_Dataset excerpts_.
- Opening Delimiter -
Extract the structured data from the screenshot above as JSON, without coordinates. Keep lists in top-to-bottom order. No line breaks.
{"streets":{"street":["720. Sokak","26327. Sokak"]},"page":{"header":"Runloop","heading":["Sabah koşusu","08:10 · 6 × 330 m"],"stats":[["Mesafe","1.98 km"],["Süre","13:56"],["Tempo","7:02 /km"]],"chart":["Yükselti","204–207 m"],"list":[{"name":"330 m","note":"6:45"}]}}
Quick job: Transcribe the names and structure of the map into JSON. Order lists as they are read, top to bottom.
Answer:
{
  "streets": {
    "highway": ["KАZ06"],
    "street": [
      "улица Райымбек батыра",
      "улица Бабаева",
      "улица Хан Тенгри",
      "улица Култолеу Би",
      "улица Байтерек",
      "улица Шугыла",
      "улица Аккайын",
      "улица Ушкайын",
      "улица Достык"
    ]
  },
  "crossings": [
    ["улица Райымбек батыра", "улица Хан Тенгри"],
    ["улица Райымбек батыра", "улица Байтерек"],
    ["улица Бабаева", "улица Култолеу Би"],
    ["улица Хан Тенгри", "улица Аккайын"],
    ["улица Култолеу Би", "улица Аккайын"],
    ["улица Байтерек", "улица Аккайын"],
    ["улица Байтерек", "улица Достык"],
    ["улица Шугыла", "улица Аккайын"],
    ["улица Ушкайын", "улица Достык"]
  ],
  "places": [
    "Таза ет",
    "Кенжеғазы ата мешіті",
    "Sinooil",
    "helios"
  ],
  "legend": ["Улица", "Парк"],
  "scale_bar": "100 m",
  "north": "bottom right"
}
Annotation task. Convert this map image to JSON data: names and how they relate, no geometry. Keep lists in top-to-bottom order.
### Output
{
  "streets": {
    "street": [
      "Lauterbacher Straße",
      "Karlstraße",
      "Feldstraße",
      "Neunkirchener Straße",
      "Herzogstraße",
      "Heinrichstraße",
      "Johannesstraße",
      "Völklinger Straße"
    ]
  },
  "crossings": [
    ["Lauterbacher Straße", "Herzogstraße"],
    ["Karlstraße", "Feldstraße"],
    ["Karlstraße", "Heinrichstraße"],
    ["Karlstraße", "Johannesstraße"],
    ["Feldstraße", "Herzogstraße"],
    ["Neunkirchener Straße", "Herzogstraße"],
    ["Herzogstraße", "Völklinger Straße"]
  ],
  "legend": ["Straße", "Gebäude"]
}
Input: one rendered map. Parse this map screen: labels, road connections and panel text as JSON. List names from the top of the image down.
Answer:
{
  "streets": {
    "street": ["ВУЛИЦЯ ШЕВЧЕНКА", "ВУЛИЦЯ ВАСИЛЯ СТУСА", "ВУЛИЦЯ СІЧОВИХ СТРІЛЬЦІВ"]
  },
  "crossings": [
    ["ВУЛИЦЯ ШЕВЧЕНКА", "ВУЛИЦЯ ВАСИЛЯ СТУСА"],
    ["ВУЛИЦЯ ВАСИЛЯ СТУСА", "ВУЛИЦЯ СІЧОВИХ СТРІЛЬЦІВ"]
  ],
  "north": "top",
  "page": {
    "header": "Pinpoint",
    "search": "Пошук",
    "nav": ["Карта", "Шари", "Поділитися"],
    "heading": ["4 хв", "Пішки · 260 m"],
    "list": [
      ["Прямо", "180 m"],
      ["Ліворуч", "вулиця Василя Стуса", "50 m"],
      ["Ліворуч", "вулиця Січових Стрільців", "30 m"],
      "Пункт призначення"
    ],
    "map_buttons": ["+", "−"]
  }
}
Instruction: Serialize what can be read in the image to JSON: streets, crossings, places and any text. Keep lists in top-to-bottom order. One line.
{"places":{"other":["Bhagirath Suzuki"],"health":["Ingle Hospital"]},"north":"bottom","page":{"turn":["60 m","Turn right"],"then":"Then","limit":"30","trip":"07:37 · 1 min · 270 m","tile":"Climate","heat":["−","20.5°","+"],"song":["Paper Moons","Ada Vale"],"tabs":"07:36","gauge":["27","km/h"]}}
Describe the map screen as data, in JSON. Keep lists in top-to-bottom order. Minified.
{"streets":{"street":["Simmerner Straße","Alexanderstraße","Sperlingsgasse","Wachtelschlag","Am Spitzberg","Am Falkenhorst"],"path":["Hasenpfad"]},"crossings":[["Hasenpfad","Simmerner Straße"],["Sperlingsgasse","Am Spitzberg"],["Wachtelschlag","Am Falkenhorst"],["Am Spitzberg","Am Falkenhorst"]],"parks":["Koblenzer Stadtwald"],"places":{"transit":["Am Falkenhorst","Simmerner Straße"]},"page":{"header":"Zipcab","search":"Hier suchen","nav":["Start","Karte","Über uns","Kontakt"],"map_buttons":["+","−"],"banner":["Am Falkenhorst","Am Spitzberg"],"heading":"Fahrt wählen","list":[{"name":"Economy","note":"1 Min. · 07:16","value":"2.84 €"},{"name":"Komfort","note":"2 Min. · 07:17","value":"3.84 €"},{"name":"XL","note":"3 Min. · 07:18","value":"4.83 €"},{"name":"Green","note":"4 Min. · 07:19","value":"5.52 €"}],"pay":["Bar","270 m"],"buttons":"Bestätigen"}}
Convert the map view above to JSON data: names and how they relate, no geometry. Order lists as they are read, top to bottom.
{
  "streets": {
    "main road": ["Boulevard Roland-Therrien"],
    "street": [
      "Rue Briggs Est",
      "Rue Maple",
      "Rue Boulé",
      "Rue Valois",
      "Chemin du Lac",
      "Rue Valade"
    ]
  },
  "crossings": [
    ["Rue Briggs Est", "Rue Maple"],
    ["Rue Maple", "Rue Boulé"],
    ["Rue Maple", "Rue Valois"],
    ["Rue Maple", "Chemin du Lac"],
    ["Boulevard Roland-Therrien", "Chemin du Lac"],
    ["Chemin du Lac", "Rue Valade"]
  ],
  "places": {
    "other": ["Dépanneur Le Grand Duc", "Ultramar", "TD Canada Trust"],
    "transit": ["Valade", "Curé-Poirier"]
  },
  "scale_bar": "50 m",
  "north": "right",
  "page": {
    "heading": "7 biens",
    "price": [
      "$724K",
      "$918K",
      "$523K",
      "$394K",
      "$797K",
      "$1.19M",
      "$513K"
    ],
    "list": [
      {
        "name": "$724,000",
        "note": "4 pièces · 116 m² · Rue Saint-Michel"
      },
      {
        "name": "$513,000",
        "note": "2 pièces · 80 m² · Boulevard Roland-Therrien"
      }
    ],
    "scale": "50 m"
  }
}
- Closing Delimiter -
_Task prompt_.
Transcribe the records above in full, exactly as they stand.

_Written solution_.
Extract the structured data from the screenshot above as JSON, without coordinates. Keep lists in top-to-bottom order. No line breaks.
{"streets":{"street":["720. Sokak","26327. Sokak"]},"page":{"header":"Runloop","heading":["Sabah koşusu","08:10 · 6 × 330 m"],"stats":[["Mesafe","1.98 km"],["Süre","13:56"],["Tempo","7:02 /km"]],"chart":["Yükselti","204–207 m"],"list":[{"name":"330 m","note":"6:45"}]}}
Quick job: Transcribe the names and structure of the map into JSON. Order lists as they are read, top to bottom.
Answer:
{
  "streets": {
    "highway": ["KАZ06"],
    "street": [
      "улица Райымбек батыра",
      "улица Бабаева",
      "улица Хан Тенгри",
      "улица Култолеу Би",
      "улица Байтерек",
      "улица Шугыла",
      "улица Аккайын",
      "улица Ушкайын",
      "улица Достык"
    ]
  },
  "crossings": [
    ["улица Райымбек батыра", "улица Хан Тенгри"],
    ["улица Райымбек батыра", "улица Байтерек"],
    ["улица Бабаева", "улица Култолеу Би"],
    ["улица Хан Тенгри", "улица Аккайын"],
    ["улица Култолеу Би", "улица Аккайын"],
    ["улица Байтерек", "улица Аккайын"],
    ["улица Байтерек", "улица Достык"],
    ["улица Шугыла", "улица Аккайын"],
    ["улица Ушкайын", "улица Достык"]
  ],
  "places": [
    "Таза ет",
    "Кенжеғазы ата мешіті",
    "Sinooil",
    "helios"
  ],
  "legend": ["Улица", "Парк"],
  "scale_bar": "100 m",
  "north": "bottom right"
}
Annotation task. Convert this map image to JSON data: names and how they relate, no geometry. Keep lists in top-to-bottom order.
### Output
{
  "streets": {
    "street": [
      "Lauterbacher Straße",
      "Karlstraße",
      "Feldstraße",
      "Neunkirchener Straße",
      "Herzogstraße",
      "Heinrichstraße",
      "Johannesstraße",
      "Völklinger Straße"
    ]
  },
  "crossings": [
    ["Lauterbacher Straße", "Herzogstraße"],
    ["Karlstraße", "Feldstraße"],
    ["Karlstraße", "Heinrichstraße"],
    ["Karlstraße", "Johannesstraße"],
    ["Feldstraße", "Herzogstraße"],
    ["Neunkirchener Straße", "Herzogstraße"],
    ["Herzogstraße", "Völklinger Straße"]
  ],
  "legend": ["Straße", "Gebäude"]
}
Input: one rendered map. Parse this map screen: labels, road connections and panel text as JSON. List names from the top of the image down.
Answer:
{
  "streets": {
    "street": ["ВУЛИЦЯ ШЕВЧЕНКА", "ВУЛИЦЯ ВАСИЛЯ СТУСА", "ВУЛИЦЯ СІЧОВИХ СТРІЛЬЦІВ"]
  },
  "crossings": [
    ["ВУЛИЦЯ ШЕВЧЕНКА", "ВУЛИЦЯ ВАСИЛЯ СТУСА"],
    ["ВУЛИЦЯ ВАСИЛЯ СТУСА", "ВУЛИЦЯ СІЧОВИХ СТРІЛЬЦІВ"]
  ],
  "north": "top",
  "page": {
    "header": "Pinpoint",
    "search": "Пошук",
    "nav": ["Карта", "Шари", "Поділитися"],
    "heading": ["4 хв", "Пішки · 260 m"],
    "list": [
      ["Прямо", "180 m"],
      ["Ліворуч", "вулиця Василя Стуса", "50 m"],
      ["Ліворуч", "вулиця Січових Стрільців", "30 m"],
      "Пункт призначення"
    ],
    "map_buttons": ["+", "−"]
  }
}
Instruction: Serialize what can be read in the image to JSON: streets, crossings, places and any text. Keep lists in top-to-bottom order. One line.
{"places":{"other":["Bhagirath Suzuki"],"health":["Ingle Hospital"]},"north":"bottom","page":{"turn":["60 m","Turn right"],"then":"Then","limit":"30","trip":"07:37 · 1 min · 270 m","tile":"Climate","heat":["−","20.5°","+"],"song":["Paper Moons","Ada Vale"],"tabs":"07:36","gauge":["27","km/h"]}}
Describe the map screen as data, in JSON. Keep lists in top-to-bottom order. Minified.
{"streets":{"street":["Simmerner Straße","Alexanderstraße","Sperlingsgasse","Wachtelschlag","Am Spitzberg","Am Falkenhorst"],"path":["Hasenpfad"]},"crossings":[["Hasenpfad","Simmerner Straße"],["Sperlingsgasse","Am Spitzberg"],["Wachtelschlag","Am Falkenhorst"],["Am Spitzberg","Am Falkenhorst"]],"parks":["Koblenzer Stadtwald"],"places":{"transit":["Am Falkenhorst","Simmerner Straße"]},"page":{"header":"Zipcab","search":"Hier suchen","nav":["Start","Karte","Über uns","Kontakt"],"map_buttons":["+","−"],"banner":["Am Falkenhorst","Am Spitzberg"],"heading":"Fahrt wählen","list":[{"name":"Economy","note":"1 Min. · 07:16","value":"2.84 €"},{"name":"Komfort","note":"2 Min. · 07:17","value":"3.84 €"},{"name":"XL","note":"3 Min. · 07:18","value":"4.83 €"},{"name":"Green","note":"4 Min. · 07:19","value":"5.52 €"}],"pay":["Bar","270 m"],"buttons":"Bestätigen"}}
Convert the map view above to JSON data: names and how they relate, no geometry. Order lists as they are read, top to bottom.
{
  "streets": {
    "main road": ["Boulevard Roland-Therrien"],
    "street": [
      "Rue Briggs Est",
      "Rue Maple",
      "Rue Boulé",
      "Rue Valois",
      "Chemin du Lac",
      "Rue Valade"
    ]
  },
  "crossings": [
    ["Rue Briggs Est", "Rue Maple"],
    ["Rue Maple", "Rue Boulé"],
    ["Rue Maple", "Rue Valois"],
    ["Rue Maple", "Chemin du Lac"],
    ["Boulevard Roland-Therrien", "Chemin du Lac"],
    ["Chemin du Lac", "Rue Valade"]
  ],
  "places": {
    "other": ["Dépanneur Le Grand Duc", "Ultramar", "TD Canada Trust"],
    "transit": ["Valade", "Curé-Poirier"]
  },
  "scale_bar": "50 m",
  "north": "right",
  "page": {
    "heading": "7 biens",
    "price": [
      "$724K",
      "$918K",
      "$523K",
      "$394K",
      "$797K",
      "$1.19M",
      "$513K"
    ],
    "list": [
      {
        "name": "$724,000",
        "note": "4 pièces · 116 m² · Rue Saint-Michel"
      },
      {
        "name": "$513,000",
        "note": "2 pièces · 80 m² · Boulevard Roland-Therrien"
      }
    ],
    "scale": "50 m"
  }
}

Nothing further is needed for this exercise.